Gregg Stark, who is traveling aboard the 1,004-foot liner with his wife and two children, said "human waste" can be found on the floor of some of the ship's bathrooms and some toilets have overflowed. The ship, which can accommodate up to 3,600 passengers and more than 1,300 crew members, also has mechanical issues.

"The elevators have not been working," Stark told CNN. "They've been turning them on and off, on and off."

Ship officials announced over the liner's public address system that they were trying to fix the problem and were working on the generators. A few hours later, another announcement was made, saying the problem was worse than expected, Stark said.

The Dream had been scheduled to leave port at about 5 p.m. ET Wednesday after sailing from Port Canaveral in Florida on Saturday.

Vance Gulliksen, a Carnival spokesman, told CNN late Wednesday he wasn't aware of a problem. Messages seeking comment early Thursday by were not immediately returned.

A class-action lawsuit has been filed against Carnival Corp. following last month's fire in an engine room that crippled the Carnival Triumph, leaving more than 4,200 passengers without power or working toilets for five days.

A Coast Guard official said a leak in a fuel oil return line caused the fire that disabled the massive 14-story vessel.

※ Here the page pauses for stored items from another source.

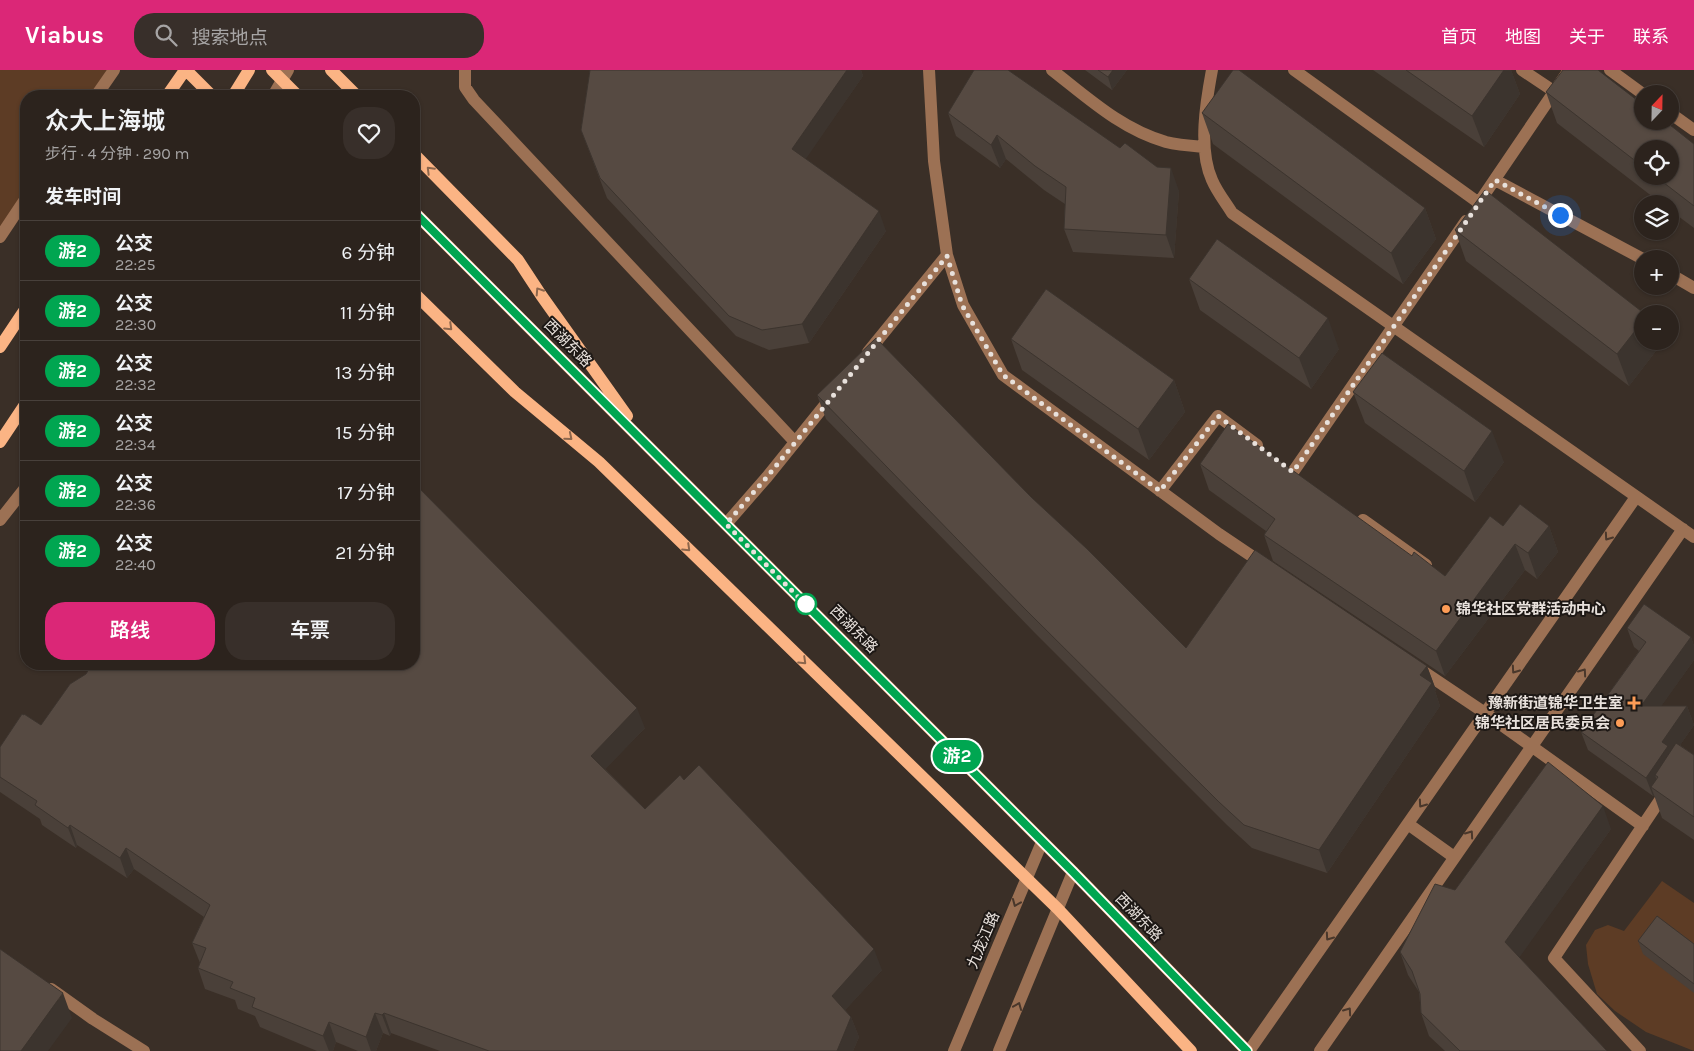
<!DOCTYPE html>
<html lang="zh">
<meta charset="utf-8">
<style>
body{margin:0;font-family:Karla,"Noto Sans SC",sans-serif;background:#382f2a;color:#f1f3f6;height:100vh;display:flex;flex-direction:column;font-size:19px;white-space:nowrap}
*{box-sizing:border-box;margin:0}
p{font-size:16px;color:#a6a4a4}
.icon{flex:none;width:28px;height:28px;fill:none;stroke:currentColor;stroke-width:2;stroke-linecap:round;stroke-linejoin:round}
.map{position:relative;flex:1;overflow:hidden}
.side{position:absolute;left:20px;top:20px;width:400px;height:580px;display:flex;flex-direction:column;background:#2c231d;border-radius:20px;box-shadow:0 1px 4px #0004,0 0 0 1px #48403b}
.side>*{flex:none}
.badge{padding:0 10px;border-radius:16px;font-size:18px;line-height:32px}
.needle{width:32px;rotate:22deg}
.buttons{position:absolute;left:1634px;top:15px;display:grid;gap:10px}
.buttons a{display:grid;place-items:center;width:45px;height:45px;border-radius:50%;background:#2c231d;box-shadow:0 1px 4px #0004,0 0 0 1px #48403b;font-size:25px}
.you{position:absolute;width:25px;height:25px;margin:-12px;border:4px solid #fff;border-radius:50%;background:#1a73e8;box-shadow:0 0 0 8px #1a73e833}
.map>.badge{position:absolute;translate:-50% -50%;box-shadow:0 0 0 2px #fff}
h2{padding:0 25px;font-size:19px;line-height:45px}
.round{display:grid;place-items:center;flex:none;width:52px;height:52px;border-radius:20px;background:#382f2a}
.overview{display:flex;align-items:center;justify-content:space-between;height:85px;padding:0 25px}
h1{font-size:24px;font-weight:600;line-height:38px}
.action{display:flex;gap:10px;margin-top:auto;padding:10px 25px}
.action a{flex:1;height:58px;border-radius:20px;background:#db2777;color:#fff;font-size:20px;font-weight:600;line-height:58px;text-align:center}
.action a+a{background:#382f2a;color:#f1f3f6}
ul{padding:0;list-style:none}
li{display:flex;align-items:center;gap:15px;height:60px;padding:0 25px;border-top:1px solid #48403b}
li div{flex:1}
li b{display:block;font-size:19px}
li em{font-style:normal}
li .badge{min-width:55px;font-weight:700;text-align:center}
header{display:flex;align-items:center;gap:30px;box-sizing:border-box;height:70px;padding:0 25px;background:#db2777;color:#fff}
header strong{font-size:24px}
nav{display:flex;gap:28px;margin-inline-start:auto;font-size:18px}
.search{width:350px;height:45px;background:#382f2a;display:flex;align-items:center;gap:12px;box-sizing:border-box;padding:0 18px;border-radius:20px;color:#a6a4a4;font-size:19px}
.map>svg:first-child{display:block}
.green{fill:#5d3c25}
.lines{fill:none;stroke-linecap:round;stroke-linejoin:round}
.minor{stroke:#9c7154;stroke-width:12}
.major{stroke:#fbb484;stroke-width:12}
.wall{fill:#4a4039;fill-rule:evenodd}
.shaded-wall{fill:#3c342e}
.building{fill:#564a42;stroke:#3c342e}
.oneway{stroke:#8c664c}
.oneway2{stroke:#49372b}
.line-casing{stroke:#fff;stroke-width:11}
.line{stroke:#00a651;stroke-width:8}
.walk{stroke:#e8e1dc;stroke-width:5;stroke-dasharray:0 9}
.stop-dot{fill:#fff;stroke:#00a651;stroke-width:2.5}
.poi-dot{fill:#fd9c56;stroke:#1d1815;stroke-width:2}
.labels{text-anchor:middle;dominant-baseline:central;stroke-width:4;stroke-linejoin:round;paint-order:stroke}
.street-label{font-size:15px;fill:#e8e1dc;stroke:#1d1815}
.poi-label{font-size:15px;font-weight:bold;fill:#e8e1dc;stroke:#1d1815;text-anchor:end}
</style>
<header>
<strong>Viabus</strong>
<div class="search"><svg class="icon" aria-label="search" viewBox="0 0 24 24"><circle cx="10" cy="10" r="6"/><path d="M15 15l6 6"/></svg>搜索地点</div>
<nav><a>首页</a><a>地图</a><a>关于</a><a>联系</a></nav>
</header>
<div class="map">
<svg width="1694" height="981" viewBox="0 0 1694 981">
<rect width="100%" height="100%" fill="#3a2f27"/>
<path class="green" d="M0 0H107L89 26H26V119L0 158Z
M1662 811 1694 833V981L1646 962 1615 941 1597 924 1588 894 1586 875 1595 860 1608 855 1624 861Z"/>
<g class="lines">
<path class="minor" d="M465 0V17L474 30 795 372
M929 0 934 91 947 185 963 235 1003 305 1219 464 1265 495
M1052 0C1088 28 1121 59 1166 72 1178 75 1192 76 1204 77
M1212 0C1206 32 1198 79 1212 110 1217 122 1226 133 1232 143L1694 467
M1294 0 1479 133
M1522 0 1555 22
M1610 0 1643 24
M96 26 114 0
M273 26 288 0
M1670 43 1694 60
M1495 110 1643 189
M1478 134 1569 0
M0 167 26 128
M1670 204 1694 218
M868 282 947 185
M1293 402 1466 151
M1160 421 1218 346 1257 375
M0 450 26 417
M1363 450 1426 495
M726 454 767 407 833 325
M1418 598 1485 643 1643 756
M1408 754 1454 787
M51 919 93 949 144 981
M954 981 1042 772
M999 981 1073 802
M1249 981 1636 427
M1320 981 1683 459
M1640 981 1554 888 1666 721"/>
<path class="major" d="M186 0 212 26
M272 0 298 26
M331 0 357 26
M167 26 185 0
M233 26 249 0
M414 84 518 190 541 225 627 346
M414 142 1073 802 1247 981
M414 223 515 322 599 392 1058 839 1191 981
M0 277 26 238
M0 372 26 333"/>
</g>
<path class="wall" d="M590 0H861L863 6 805 89 886 161 809 273 769 280 736 266 607 128 581 60Z
M1085 0H1127L1112 20Z
M1373 0H1511L1520 24 1484 77Z
M1546 22 1694 74V158L1670 140V134H1662L1557 53ZM1642 79 1670 106H1642Z
M948 43 1120 78 1157 97 1179 121 1174 188 1073 182 1064 159 1065 134 1044 120 1006 89 1000 98 956 66Z
M1202 43 1425 138 1436 169 1403 214 1213 74Z
M1455 160 1642 271H1657L1659 277 1629 316 1466 191Z
M1189 209 1339 279 1311 319 1200 240Z
M1011 269 1174 310 1185 342 1149 390 1022 300Z
M1353 322 1504 392 1475 432 1365 353Z
M817 325 1031 427 1186 578 1427 596 1436 620 1435 621 1440 636 1327 803 1252 778 1227 755 1034 562 826 349Z
M1200 394 1412 486 1445 506 1503 456H1549L1558 482 1537 509 1525 500 1445 606 1273 491 1264 465 1266 461 1209 420Z
M1627 558 1691 567 1694 576V590L1661 636H1687L1694 655 1680 675 1694 685V770L1662 748 1654 725 1653 726 1588 680 1581 662 1639 581 1634 577Z
M86 604 645 658 605 699 645 739 882 900 845 940 851 947 859 967 853 981H440L391 963 390 966 383 963 376 981H358L336 972 333 981H317L260 957 255 946 238 939 235 930 205 919 198 898 200 893 192 873 204 847 134 799 127 808 77 775 76 778 42 755 40 749 0 722V677L41 655Z
M1611 759 1519 887 1607 981H1445L1429 966 1421 943 1419 922 1408 905 1400 882Z
M1638 871 1694 874V923L1643 884Z"/>
<path class="shaded-wall" d="M847 0H861L863 6 799 99 792 79Z
M1113 0H1127L1112 20 1108 7Z
M1504 0H1511L1520 24 1484 77 1472 46Z
M997 65 1006 89 1000 98 991 75Z
M1171 98 1179 121 1174 188 1166 165Z
M1425 138 1436 169 1403 214 1391 183Z
M879 141 886 161 809 273 802 254Z
M1328 248 1339 279 1311 319 1299 288Z
M1642 252V271H1657L1659 277 1629 316 1617 284Z
M1174 310 1185 342 1149 390 1138 359Z
M1492 361 1504 392 1475 432 1464 401Z
M1549 456 1558 482 1537 509 1528 483Z
M1515 474 1525 500 1445 606 1436 581Z
M1691 567 1694 576V590L1648 655 1641 636Z
M1427 596 1436 620 1435 621 1440 636 1327 803 1319 780 1420 605Z
M1687 636 1694 655 1658 707 1655 705 1659 717H1651L1654 725 1653 726 1646 708 1662 672Z
M637 638 645 658 599 706 591 686Z
M1603 736 1611 759 1514 895 1505 872Z
M70 755 77 775 76 778 68 758Z
M126 778 134 799 127 808 120 788Z
M874 879 882 900 839 947 832 926Z
M63 923 72 948 48 981H21Z
M375 943 383 963 376 981H371L366 967Z
M384 943 391 963 390 966 382 945Z
M851 947 859 967 853 981H837Z
M329 952 336 972 333 981H329L323 966Z"/>
<path class="building" d="M590 0H847L792 79 879 141 802 254 762 260 729 246 600 108 581 60Z
M974 0H1008L1120 78 1125 73 1157 97 1171 98 1166 165 1064 159 1066 117 1035 96 997 65 991 75 948 43Z
M1098 0H1113L1108 7Z
M1233 0H1239L1425 138 1391 183 1202 43Z
M1406 0H1504L1472 46Z
M1563 0H1598L1642 34V51H1665L1694 74V136L1655 106H1670V79H1642V96L1546 22Z
M1485 120 1645 244H1642V252L1617 284 1455 160Z
M1217 169 1328 248 1299 288 1189 209Z
M1046 219 1174 310 1138 359 1011 269Z
M876 268 1031 427 1086 478 1186 578 1255 480 1427 596 1420 605 1432 613 1319 780 1244 755 1219 732 1025 539 817 325Z
M1382 283 1492 361 1464 401 1353 322Z
M1228 354 1412 486 1414 482 1445 506 1490 446 1503 456 1520 434 1549 456 1528 483 1515 474 1436 581 1264 465 1275 449 1200 394Z
M414 413 637 638 591 686 645 739 680 705 684 710 699 695 874 879 832 926 851 947 837 981H489L384 943 382 945 375 943 366 967 329 952 323 966 252 937 255 928 230 918 233 912 198 898 206 878 192 873 210 835 126 778 120 788 70 755 68 758 35 735 37 731 0 707V677L22 644 24 645V644L41 655 70 614 86 604 92 594H414Z
M1644 534 1691 567 1641 636H1687L1662 672 1668 676 1646 708 1581 662 1646 572 1627 558Z
M1676 673 1694 685V747L1651 717 1658 707 1655 705Z
M1548 692 1603 736 1505 872 1607 981H1460L1421 943 1420 924 1412 901 1400 882 1435 814 1455 820Z
M1657 846 1694 874V914L1638 871Z
M0 879 63 923 21 981H0Z"/>
<defs><path id="oneway-chevron" d="M-2-3.5L2.5 0L-2 3.5" fill="none" stroke-width="1.6" stroke-linecap="round" stroke-linejoin="round" transform="scale(1.25)"/></defs>
<g class="oneway">
<use href="#oneway-chevron" transform="translate(430 100) rotate(-135)"/>
<use href="#oneway-chevron" transform="translate(539 221) rotate(-123)"/>
<use href="#oneway-chevron" transform="translate(449 257) rotate(44)"/>
<use href="#oneway-chevron" transform="translate(569 367) rotate(40)"/>
<use href="#oneway-chevron" transform="translate(687 478) rotate(44)"/>
<use href="#oneway-chevron" transform="translate(803 591) rotate(44)"/>
</g>
<g class="oneway2">
<use href="#oneway-chevron" transform="translate(1608 467) rotate(125)"/>
<use href="#oneway-chevron" transform="translate(1515 600) rotate(125)"/>
<use href="#oneway-chevron" transform="translate(1583 602) rotate(-55)"/>
<use href="#oneway-chevron" transform="translate(1422 734) rotate(125)"/>
<use href="#oneway-chevron" transform="translate(1470 764) rotate(-55)"/>
<use href="#oneway-chevron" transform="translate(1016 833) rotate(113)"/>
<use href="#oneway-chevron" transform="translate(1329 867) rotate(125)"/>
<use href="#oneway-chevron" transform="translate(1018 936) rotate(-68)"/>
<use href="#oneway-chevron" transform="translate(1348 941) rotate(-55)"/>
</g>
<g class="lines">
<g class="line-casing">
<path id="line" d="M414 142 1073 802 1247 981"/>
</g>
<use href="#line" class="line"/>
<path class="walk" d="M806 534 808 537 726 454 767 407 947 186 962 235 1003 305 1160 421 1218 346 1293 402 1495 110 1560 145"/>
</g>
<circle class="stop-dot" cx="806" cy="534" r="10"/>
<g class="poi-dot">
<circle cx="1446" cy="539" r="5"/>
<path d="M1631.5 625.5h5v5h5v5h-5v5h-5v-5h-5v-5h5z"/>
<circle cx="1620" cy="653" r="5"/>
</g>
<g class="labels">
<g class="street-label">
<text transform="translate(568 273) rotate(45)">西湖东路</text>
<text transform="translate(854 559) rotate(45)">西湖东路</text>
<text transform="translate(1139 847) rotate(46)">西湖东路</text>
<text transform="translate(983 870) rotate(-67)">九龙江路</text>
</g>
<g class="poi-label">
<text x="1456" y="539" text-anchor="start">锦华社区党群活动中心</text>
<text x="1623" y="633">豫新街道锦华卫生室</text>
<text x="1610" y="653">锦华社区居民委员会</text>
</g>
</g>
</svg>
<div class="buttons">
<a><svg class="needle" viewBox="-14 -14 28 28"><path d="M0-13l5 13h-10z" fill="#e53935"/><path d="M0 13l5-13h-10z" fill="#a6a4a4"/></svg></a>
<a><svg class="icon" aria-label="locate" viewBox="0 0 24 24"><circle cx="12" cy="12" r="6"/><path d="M12 2v4M12 18v4M2 12h4M18 12h4"/></svg></a>
<a><svg class="icon" aria-label="layers" viewBox="0 0 24 24"><path d="M12 4l9 5-9 5-9-5zM3 14l9 5 9-5"/></svg></a>
<a>+</a>
<a>−</a>
</div>
<div class="you" style="left:1560px;top:145px"></div>
<b class="badge" style="left:957px;top:686px;background:#00a651;color:#fff">游2</b>
<section class="side">
<div class="overview"><div><h1>众大上海城</h1><p>步行 · 4 分钟 · 290 m</p></div><a class="round"><svg class="icon" aria-label="heart" viewBox="0 0 24 24"><path d="M12 20l-8-8c-3-5 5-10 8-4 3-6 11-1 8 4z"/></svg></a></div>
<h2>发车时间</h2>
<ul>
<li><span class="badge" style="background:#00a651;color:#fff">游2</span><div><b>公交</b><p>22:25</p></div><em>6 分钟</em></li>
<li><span class="badge" style="background:#00a651;color:#fff">游2</span><div><b>公交</b><p>22:30</p></div><em>11 分钟</em></li>
<li><span class="badge" style="background:#00a651;color:#fff">游2</span><div><b>公交</b><p>22:32</p></div><em>13 分钟</em></li>
<li><span class="badge" style="background:#00a651;color:#fff">游2</span><div><b>公交</b><p>22:34</p></div><em>15 分钟</em></li>
<li><span class="badge" style="background:#00a651;color:#fff">游2</span><div><b>公交</b><p>22:36</p></div><em>17 分钟</em></li>
<li><span class="badge" style="background:#00a651;color:#fff">游2</span><div><b>公交</b><p>22:40</p></div><em>21 分钟</em></li>
</ul>
<div class="action"><a>路线</a><a>车票</a></div>
</section>
</div>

Cruise industry expert Andrew Coggins, a former Navy commander who is now a professor at Pace University in New York, said the fire could potentially have been serious.

"The problem is the oil's under pressure," he told the Associated Press. "What happens in the case of a fuel oil leak where you have a fire like that is it leaks in such a way that it sprays out in a mist. In the engine room you have many hot surfaces, so once the mist hits a hot surface it will flash into flame."